*Information shown*
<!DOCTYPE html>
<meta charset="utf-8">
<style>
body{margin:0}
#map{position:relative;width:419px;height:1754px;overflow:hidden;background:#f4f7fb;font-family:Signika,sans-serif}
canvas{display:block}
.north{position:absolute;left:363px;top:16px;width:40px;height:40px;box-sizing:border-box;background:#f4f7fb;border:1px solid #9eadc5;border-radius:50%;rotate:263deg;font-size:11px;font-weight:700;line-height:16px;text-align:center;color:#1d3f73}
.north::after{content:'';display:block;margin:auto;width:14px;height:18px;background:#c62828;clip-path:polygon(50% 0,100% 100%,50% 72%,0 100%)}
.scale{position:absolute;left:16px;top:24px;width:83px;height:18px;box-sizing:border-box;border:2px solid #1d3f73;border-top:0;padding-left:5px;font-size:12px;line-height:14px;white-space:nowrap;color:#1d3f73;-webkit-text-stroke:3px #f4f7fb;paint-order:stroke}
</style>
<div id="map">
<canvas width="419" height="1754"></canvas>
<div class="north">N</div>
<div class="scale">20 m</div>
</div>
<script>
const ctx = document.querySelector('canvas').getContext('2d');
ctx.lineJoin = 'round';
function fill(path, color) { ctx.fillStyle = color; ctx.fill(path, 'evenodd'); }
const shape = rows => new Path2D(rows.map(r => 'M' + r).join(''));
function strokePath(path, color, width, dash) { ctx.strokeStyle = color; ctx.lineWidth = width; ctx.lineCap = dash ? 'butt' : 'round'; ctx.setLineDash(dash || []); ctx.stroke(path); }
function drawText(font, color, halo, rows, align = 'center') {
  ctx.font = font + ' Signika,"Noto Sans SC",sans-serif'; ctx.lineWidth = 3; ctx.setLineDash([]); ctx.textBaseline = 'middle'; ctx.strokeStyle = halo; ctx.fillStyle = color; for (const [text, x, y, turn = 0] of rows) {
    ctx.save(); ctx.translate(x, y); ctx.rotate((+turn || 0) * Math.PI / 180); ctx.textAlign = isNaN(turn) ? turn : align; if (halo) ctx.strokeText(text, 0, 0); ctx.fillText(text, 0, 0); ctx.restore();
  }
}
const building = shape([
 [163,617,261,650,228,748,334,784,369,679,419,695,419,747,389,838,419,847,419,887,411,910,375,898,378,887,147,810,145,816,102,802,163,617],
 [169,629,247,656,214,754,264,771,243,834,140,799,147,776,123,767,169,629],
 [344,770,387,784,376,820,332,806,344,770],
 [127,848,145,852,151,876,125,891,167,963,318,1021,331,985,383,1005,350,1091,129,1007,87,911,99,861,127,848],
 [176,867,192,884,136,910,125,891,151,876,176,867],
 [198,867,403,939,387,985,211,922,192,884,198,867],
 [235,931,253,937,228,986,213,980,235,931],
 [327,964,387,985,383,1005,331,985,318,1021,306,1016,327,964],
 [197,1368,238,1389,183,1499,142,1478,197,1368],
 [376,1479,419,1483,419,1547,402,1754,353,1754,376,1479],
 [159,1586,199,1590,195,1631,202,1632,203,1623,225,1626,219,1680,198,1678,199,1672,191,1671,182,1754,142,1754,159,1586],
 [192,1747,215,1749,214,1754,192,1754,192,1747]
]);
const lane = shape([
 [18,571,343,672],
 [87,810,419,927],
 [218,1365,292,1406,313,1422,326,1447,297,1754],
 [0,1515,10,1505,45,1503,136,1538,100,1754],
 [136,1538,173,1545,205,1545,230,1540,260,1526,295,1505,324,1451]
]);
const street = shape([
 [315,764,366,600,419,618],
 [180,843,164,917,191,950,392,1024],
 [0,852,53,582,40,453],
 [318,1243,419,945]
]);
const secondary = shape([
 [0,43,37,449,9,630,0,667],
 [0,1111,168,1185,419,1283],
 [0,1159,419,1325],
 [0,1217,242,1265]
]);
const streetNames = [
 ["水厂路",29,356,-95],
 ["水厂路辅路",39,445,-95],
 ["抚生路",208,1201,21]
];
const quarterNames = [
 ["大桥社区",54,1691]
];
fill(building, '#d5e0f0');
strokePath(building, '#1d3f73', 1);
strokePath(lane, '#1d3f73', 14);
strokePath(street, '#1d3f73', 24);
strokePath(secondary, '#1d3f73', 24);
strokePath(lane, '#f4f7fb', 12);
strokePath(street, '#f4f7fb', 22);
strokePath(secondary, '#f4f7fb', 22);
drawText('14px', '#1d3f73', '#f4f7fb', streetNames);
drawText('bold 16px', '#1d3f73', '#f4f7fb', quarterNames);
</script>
...
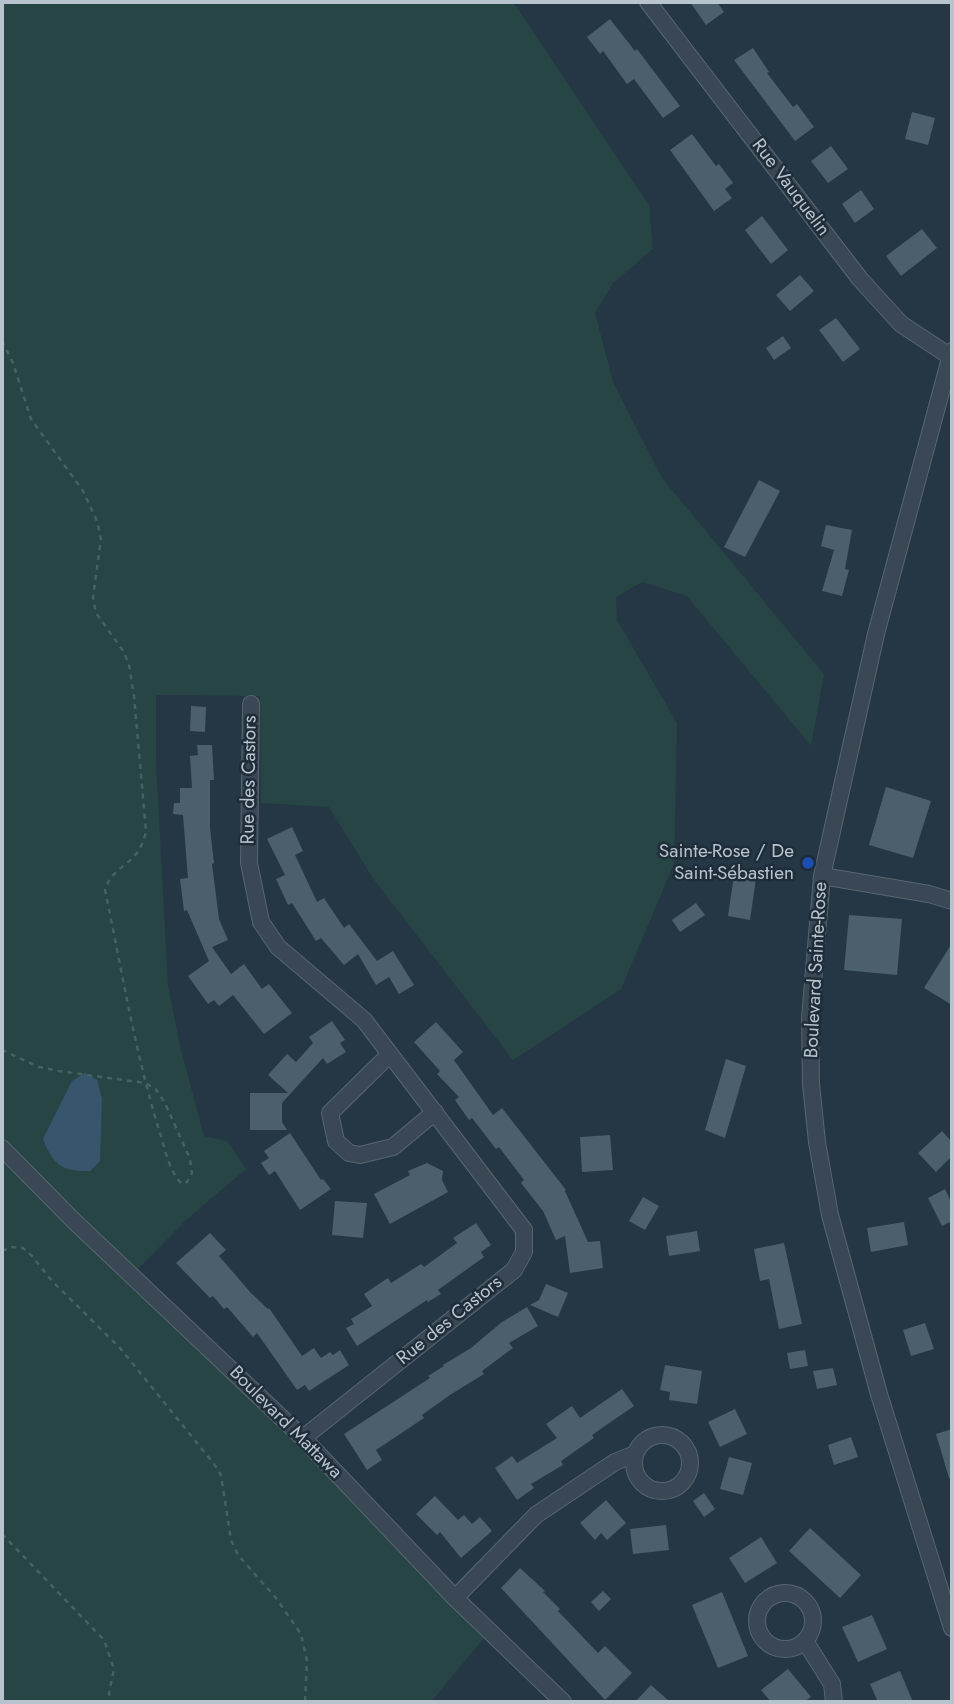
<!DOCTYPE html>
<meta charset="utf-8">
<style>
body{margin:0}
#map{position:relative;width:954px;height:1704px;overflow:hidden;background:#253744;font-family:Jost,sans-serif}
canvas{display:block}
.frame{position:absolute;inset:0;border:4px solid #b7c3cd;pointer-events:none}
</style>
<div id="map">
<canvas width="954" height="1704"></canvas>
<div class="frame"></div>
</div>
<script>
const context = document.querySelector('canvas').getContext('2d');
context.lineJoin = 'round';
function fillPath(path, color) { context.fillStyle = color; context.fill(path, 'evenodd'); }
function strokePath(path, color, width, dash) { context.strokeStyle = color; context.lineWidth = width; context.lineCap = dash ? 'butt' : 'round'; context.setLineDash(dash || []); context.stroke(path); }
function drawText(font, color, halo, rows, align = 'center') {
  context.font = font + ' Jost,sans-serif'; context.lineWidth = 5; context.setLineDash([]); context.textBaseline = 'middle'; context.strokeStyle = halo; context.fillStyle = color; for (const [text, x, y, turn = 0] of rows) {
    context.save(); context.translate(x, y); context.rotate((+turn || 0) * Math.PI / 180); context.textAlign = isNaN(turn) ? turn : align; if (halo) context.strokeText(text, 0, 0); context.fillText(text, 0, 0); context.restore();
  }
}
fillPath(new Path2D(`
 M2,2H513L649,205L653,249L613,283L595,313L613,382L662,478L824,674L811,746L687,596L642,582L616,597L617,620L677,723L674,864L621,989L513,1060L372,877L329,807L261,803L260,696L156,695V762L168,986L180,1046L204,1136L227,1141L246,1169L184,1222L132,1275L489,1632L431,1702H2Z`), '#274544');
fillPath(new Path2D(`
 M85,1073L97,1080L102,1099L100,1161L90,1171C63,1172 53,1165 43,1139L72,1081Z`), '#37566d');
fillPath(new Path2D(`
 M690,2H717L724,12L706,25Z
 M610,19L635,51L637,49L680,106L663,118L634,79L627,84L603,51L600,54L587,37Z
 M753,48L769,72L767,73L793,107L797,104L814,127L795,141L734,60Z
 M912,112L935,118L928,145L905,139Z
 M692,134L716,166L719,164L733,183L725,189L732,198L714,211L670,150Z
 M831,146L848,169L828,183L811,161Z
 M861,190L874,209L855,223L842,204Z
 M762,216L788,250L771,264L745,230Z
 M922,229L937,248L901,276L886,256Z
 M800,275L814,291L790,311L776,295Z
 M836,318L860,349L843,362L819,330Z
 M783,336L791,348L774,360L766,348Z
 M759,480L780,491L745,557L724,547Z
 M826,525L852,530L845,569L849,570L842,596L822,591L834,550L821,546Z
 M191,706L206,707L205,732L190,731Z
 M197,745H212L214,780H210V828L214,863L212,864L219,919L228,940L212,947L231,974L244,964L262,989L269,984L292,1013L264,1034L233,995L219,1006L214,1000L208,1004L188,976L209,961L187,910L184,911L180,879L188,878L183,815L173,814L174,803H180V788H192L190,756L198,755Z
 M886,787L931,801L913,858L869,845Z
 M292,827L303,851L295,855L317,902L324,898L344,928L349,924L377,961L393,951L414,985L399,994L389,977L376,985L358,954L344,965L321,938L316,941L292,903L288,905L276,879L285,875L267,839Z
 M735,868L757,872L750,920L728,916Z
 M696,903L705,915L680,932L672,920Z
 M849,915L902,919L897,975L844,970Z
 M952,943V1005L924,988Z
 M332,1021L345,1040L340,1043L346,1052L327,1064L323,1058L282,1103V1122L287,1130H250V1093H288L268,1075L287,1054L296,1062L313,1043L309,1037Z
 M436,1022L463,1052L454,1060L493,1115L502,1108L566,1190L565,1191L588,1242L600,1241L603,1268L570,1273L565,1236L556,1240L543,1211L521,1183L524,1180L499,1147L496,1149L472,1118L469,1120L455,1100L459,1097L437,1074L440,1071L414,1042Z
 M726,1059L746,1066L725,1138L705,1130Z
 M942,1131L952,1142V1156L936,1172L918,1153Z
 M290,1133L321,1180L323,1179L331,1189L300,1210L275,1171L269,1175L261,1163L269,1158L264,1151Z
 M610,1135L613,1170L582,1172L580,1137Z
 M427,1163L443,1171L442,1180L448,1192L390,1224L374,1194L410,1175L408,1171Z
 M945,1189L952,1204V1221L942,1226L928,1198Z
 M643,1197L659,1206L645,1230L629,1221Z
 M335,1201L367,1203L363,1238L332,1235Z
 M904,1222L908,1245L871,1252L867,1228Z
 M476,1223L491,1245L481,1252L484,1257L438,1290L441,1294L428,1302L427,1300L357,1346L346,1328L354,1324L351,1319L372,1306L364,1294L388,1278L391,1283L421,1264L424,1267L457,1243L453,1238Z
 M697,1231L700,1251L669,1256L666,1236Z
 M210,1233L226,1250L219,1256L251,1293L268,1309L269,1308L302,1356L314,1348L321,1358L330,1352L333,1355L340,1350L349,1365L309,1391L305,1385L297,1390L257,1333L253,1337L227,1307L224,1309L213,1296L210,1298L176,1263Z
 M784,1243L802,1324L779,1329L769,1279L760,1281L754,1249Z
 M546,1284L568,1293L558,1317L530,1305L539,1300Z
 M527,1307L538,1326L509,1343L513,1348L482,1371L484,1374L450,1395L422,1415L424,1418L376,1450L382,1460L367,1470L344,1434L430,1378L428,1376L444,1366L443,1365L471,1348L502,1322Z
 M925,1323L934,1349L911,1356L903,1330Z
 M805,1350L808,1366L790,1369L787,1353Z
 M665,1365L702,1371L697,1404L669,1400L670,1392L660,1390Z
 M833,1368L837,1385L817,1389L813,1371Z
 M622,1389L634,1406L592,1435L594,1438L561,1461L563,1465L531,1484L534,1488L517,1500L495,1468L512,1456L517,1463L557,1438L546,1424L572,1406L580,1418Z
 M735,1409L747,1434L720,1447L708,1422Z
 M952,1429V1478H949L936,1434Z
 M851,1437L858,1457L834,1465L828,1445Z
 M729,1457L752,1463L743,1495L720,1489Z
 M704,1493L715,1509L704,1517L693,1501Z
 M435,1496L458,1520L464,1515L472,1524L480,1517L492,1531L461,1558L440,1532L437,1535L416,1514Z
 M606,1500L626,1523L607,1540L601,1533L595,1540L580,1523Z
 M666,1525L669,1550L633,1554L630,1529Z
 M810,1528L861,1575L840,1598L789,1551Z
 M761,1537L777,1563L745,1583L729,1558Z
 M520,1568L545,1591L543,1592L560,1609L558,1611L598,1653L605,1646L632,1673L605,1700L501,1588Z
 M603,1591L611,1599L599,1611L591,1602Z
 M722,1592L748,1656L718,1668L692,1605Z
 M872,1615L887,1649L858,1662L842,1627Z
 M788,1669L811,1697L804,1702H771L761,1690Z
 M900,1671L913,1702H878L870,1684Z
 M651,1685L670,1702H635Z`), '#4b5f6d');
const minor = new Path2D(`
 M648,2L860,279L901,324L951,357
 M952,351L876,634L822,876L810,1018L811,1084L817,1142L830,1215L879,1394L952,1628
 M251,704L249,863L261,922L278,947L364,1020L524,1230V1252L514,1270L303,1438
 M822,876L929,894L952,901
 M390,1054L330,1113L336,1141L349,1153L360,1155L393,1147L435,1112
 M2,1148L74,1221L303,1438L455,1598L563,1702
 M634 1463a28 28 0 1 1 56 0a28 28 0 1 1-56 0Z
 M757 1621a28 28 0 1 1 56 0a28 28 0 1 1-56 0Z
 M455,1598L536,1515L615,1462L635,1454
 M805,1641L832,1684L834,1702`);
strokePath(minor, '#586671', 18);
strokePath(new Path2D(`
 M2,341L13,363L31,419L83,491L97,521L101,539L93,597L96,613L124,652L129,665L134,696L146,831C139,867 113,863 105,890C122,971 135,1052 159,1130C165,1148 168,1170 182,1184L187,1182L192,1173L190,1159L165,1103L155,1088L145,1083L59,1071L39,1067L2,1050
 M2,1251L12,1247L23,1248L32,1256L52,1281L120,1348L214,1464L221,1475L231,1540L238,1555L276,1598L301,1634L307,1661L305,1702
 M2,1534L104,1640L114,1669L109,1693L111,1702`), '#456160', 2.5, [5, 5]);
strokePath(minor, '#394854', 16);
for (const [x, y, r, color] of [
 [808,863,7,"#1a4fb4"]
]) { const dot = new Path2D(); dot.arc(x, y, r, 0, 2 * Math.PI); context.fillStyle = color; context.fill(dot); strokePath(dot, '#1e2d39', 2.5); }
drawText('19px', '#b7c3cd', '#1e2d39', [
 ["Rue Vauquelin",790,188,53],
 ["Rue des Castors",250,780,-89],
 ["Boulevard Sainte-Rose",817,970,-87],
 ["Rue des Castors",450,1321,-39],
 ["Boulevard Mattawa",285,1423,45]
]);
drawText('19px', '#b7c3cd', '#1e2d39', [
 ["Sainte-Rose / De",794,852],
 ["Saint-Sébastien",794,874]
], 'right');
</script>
...
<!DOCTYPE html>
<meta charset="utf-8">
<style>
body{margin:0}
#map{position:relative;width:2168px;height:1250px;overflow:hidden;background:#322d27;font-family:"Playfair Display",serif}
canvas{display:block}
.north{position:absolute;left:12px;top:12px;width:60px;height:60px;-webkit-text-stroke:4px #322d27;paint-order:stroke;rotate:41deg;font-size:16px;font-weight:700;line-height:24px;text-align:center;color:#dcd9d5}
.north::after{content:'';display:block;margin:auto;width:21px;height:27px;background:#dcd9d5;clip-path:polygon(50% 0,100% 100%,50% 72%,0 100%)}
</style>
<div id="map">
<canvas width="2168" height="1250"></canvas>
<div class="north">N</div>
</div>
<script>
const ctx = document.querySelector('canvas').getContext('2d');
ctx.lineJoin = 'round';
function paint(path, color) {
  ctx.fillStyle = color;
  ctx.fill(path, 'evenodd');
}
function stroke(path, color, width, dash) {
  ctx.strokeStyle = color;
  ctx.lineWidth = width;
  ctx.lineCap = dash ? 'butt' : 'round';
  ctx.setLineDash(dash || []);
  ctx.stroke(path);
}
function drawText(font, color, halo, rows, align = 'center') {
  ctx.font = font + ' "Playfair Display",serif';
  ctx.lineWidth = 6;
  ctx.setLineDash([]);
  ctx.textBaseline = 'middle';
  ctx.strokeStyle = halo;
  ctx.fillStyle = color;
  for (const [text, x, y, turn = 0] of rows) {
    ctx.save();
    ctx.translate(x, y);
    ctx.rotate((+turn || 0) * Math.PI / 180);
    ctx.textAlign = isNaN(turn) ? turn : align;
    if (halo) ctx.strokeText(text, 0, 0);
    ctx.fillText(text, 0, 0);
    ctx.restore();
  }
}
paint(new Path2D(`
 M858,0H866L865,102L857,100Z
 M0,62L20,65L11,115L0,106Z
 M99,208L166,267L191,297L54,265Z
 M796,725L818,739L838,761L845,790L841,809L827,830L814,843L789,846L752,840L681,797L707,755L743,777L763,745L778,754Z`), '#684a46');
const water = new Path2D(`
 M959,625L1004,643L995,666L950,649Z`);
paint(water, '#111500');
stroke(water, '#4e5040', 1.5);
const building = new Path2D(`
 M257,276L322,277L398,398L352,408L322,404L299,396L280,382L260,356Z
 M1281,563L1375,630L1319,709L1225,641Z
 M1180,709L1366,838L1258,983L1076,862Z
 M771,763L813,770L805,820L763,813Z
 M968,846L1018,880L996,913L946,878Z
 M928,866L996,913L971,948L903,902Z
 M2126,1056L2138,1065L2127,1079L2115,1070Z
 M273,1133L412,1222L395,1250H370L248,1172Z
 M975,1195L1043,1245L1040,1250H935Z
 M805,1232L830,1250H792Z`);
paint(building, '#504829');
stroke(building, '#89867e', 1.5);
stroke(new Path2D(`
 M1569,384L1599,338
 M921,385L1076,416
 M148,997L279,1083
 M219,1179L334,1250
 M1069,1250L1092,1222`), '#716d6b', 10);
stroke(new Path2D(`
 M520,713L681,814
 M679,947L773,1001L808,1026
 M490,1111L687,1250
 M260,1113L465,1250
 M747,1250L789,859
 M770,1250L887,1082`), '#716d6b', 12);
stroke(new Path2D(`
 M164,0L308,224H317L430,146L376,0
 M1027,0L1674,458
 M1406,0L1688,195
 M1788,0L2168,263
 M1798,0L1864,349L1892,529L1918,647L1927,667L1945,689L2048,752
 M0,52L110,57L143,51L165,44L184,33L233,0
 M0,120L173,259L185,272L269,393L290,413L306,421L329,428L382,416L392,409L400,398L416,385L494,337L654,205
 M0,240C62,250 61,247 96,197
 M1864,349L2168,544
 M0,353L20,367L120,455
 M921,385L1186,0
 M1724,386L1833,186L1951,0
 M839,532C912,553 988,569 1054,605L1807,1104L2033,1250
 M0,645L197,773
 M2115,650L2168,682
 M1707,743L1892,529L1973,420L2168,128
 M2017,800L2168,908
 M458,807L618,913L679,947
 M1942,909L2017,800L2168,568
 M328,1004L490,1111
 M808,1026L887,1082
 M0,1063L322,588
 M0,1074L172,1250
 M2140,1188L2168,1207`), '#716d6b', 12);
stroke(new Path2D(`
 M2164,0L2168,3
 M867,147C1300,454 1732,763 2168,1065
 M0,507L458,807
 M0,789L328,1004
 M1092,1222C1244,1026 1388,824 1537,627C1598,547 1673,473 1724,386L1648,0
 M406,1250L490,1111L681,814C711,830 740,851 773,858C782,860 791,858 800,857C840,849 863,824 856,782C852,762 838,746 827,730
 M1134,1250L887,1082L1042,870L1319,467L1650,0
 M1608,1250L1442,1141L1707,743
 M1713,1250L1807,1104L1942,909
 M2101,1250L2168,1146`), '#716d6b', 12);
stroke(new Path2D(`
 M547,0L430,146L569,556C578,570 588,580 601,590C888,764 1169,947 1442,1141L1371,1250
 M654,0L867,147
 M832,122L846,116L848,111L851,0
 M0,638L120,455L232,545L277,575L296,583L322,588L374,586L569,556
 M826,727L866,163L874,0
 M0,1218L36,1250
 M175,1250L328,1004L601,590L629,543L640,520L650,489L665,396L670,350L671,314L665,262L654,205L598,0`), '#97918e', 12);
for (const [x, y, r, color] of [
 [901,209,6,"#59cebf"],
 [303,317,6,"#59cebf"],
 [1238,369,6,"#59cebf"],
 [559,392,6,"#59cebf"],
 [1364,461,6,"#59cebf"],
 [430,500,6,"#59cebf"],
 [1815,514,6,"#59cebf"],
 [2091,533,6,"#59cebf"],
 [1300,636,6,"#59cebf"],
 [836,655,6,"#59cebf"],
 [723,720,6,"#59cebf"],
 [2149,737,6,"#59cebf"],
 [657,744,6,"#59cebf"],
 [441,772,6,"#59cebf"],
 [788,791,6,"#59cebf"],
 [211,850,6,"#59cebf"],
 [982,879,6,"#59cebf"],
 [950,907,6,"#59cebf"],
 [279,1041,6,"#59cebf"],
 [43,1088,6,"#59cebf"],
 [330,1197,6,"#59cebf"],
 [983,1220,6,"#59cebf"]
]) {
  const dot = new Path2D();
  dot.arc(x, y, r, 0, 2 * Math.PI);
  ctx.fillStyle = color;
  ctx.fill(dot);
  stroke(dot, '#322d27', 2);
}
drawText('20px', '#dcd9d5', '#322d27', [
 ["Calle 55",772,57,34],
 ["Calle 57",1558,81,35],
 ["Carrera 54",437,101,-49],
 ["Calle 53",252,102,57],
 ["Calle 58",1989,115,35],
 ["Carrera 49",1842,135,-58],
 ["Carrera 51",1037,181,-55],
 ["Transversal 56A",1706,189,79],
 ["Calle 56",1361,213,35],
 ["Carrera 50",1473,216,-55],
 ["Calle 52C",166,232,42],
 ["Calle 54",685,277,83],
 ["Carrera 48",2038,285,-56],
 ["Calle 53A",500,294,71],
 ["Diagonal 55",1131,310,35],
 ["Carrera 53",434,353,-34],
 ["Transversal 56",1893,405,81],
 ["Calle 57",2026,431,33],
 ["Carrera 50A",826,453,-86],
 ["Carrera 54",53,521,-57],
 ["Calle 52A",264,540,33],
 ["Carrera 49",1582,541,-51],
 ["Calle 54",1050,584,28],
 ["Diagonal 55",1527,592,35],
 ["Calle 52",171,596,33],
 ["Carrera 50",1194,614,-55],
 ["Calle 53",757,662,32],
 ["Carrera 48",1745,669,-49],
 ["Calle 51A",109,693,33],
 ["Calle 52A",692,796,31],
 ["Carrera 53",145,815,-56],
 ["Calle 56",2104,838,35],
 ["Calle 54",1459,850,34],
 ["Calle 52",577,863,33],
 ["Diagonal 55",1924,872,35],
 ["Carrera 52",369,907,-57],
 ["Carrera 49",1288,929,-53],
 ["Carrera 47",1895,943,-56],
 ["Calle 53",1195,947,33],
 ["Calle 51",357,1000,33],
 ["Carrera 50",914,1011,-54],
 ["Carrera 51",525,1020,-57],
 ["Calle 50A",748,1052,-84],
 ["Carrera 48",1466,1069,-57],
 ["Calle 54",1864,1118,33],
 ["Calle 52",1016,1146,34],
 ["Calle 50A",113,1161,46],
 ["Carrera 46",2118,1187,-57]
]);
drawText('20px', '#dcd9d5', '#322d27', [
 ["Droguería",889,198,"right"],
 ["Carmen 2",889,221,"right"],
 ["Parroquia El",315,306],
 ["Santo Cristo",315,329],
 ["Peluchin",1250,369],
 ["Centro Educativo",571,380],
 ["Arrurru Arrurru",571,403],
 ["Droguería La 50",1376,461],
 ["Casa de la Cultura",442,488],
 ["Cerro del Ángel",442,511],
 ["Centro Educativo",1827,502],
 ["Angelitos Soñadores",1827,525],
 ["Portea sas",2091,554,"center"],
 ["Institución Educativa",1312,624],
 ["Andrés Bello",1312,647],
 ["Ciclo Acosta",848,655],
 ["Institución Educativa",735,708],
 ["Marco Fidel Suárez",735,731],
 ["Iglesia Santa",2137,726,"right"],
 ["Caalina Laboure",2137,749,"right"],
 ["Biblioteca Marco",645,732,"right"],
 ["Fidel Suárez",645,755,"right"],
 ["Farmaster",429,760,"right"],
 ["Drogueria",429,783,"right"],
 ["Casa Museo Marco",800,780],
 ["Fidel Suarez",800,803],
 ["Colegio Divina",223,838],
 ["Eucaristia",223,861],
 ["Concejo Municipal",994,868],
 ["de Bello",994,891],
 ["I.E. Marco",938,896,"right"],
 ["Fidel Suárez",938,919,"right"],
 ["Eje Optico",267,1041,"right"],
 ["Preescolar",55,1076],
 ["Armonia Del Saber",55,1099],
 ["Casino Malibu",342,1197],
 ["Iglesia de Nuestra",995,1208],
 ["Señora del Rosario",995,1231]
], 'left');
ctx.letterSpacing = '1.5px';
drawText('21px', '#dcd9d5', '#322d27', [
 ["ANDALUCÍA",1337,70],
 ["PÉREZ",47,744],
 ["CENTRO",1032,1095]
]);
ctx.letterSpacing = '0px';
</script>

*Instructions to follow*
When a line in the listing above holds the word "function", copy it.

*Result of this task*
function fill(path, color) { ctx.fillStyle = color; ctx.fill(path, 'evenodd'); }
function strokePath(path, color, width, dash) { ctx.strokeStyle = color; ctx.lineWidth = width; ctx.lineCap = dash ? 'butt' : 'round'; ctx.setLineDash(dash || []); ctx.stroke(path); }
function drawText(font, color, halo, rows, align = 'center') {
function fillPath(path, color) { context.fillStyle = color; context.fill(path, 'evenodd'); }
function strokePath(path, color, width, dash) { context.strokeStyle = color; context.lineWidth = width; context.lineCap = dash ? 'butt' : 'round'; context.setLineDash(dash || []); context.stroke(path); }
function drawText(font, color, halo, rows, align = 'center') {
function paint(path, color) {
function stroke(path, color, width, dash) {
function drawText(font, color, halo, rows, align = 'center') {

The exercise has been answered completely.